No one is denying the need for these hospitals, which often exist in rural or under-served areas. And support for these mergers can be mutual: Secular hospitals are promised financial viability while Catholic hospitals can address their concern that they are, in the words of Ascension executive Charles J. Barnett, "not doing enough to care for the poor and vulnerable." But the trend of Catholic hospitals taking over small, secular hospitals and then restricting the health services available is a disturbing one that undermines the core purpose of a hospital and health care provider.
Not only do Catholic hospitals refuse to perform elective abortions, but the obstetric care that they do provide often does not allow for exceptions in the case of rape, incest or the life of the mother. There are too many heart-wrenching stories to count in which women are admitted to a Catholic hospital as they are suffering a miscarriage or other pregnancy-related complication and the hospital employees act in a way that considers the life of the unborn fetus to be more valuable than the life of the mother. Women have lost their lives as a doctor attempts to save the fetus, only to have both the mother and the unborn fetus die because their care was restricted by religious doctrine. Furthermore, as women are sometimes forced to travel many miles, or even across state lines, to the nearest hospital that will perform life-saving procedures, low-income women who may not have access to a car or the money required to travel by cab or train are disproportionately affected by these barriers.

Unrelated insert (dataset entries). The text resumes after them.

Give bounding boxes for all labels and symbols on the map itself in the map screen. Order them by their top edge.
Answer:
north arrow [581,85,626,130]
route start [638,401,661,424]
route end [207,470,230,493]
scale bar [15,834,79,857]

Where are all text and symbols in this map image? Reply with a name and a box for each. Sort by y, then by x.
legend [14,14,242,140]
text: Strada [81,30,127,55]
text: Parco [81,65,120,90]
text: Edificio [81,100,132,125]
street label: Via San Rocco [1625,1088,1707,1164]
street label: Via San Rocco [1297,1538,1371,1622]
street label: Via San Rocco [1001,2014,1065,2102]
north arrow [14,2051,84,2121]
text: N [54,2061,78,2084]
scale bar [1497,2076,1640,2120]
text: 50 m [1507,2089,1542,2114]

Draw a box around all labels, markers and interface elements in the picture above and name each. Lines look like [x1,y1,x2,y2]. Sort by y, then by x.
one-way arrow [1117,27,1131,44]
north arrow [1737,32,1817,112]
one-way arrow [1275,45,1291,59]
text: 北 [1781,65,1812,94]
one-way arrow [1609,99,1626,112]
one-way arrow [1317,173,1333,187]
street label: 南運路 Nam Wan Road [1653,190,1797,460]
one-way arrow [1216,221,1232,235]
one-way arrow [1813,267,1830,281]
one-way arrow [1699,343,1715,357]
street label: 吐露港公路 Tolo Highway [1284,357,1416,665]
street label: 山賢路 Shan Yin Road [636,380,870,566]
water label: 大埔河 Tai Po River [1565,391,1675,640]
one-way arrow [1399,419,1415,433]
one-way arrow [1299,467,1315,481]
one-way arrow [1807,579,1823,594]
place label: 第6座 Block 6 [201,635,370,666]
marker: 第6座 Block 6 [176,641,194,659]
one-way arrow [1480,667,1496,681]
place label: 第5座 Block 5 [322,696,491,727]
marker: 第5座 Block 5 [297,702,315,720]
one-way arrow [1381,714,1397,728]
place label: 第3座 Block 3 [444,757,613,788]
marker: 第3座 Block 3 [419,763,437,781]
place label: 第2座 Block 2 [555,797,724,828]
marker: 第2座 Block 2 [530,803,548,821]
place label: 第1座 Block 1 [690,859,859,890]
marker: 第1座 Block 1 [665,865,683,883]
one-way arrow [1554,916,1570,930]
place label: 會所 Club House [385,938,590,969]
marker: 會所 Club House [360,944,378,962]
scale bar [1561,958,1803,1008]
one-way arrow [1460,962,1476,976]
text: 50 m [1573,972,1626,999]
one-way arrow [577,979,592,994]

As the percentage of Catholic hospitals grows, we must also be cognizant of the rise in the percentage of hospital employees who work at Catholic institutions, regardless of their own religious affiliation. Comprehensive health insurance for these women must not be ignored. While some have argued over the past week that it is an employee's decision to work for a religiously affiliated organization, the prevalence of religiously affiliated places of employment makes this situation hardly black and white. Moreover, with America’s employer-based health insurance system, we cannot ignore the employer's responsibility to provide comprehensive health insurance.
Rabbi David Saperstein, director of the Religious Action Center of Reform Judaism, insists that "there can be no discrimination in basic health services," and we must remain vigilant in ensuring that all women in America are able to receive the reproductive health care they need and deserve. Religious autonomy must be protected, but not in a way that abridges a woman’s right to access vital health care services.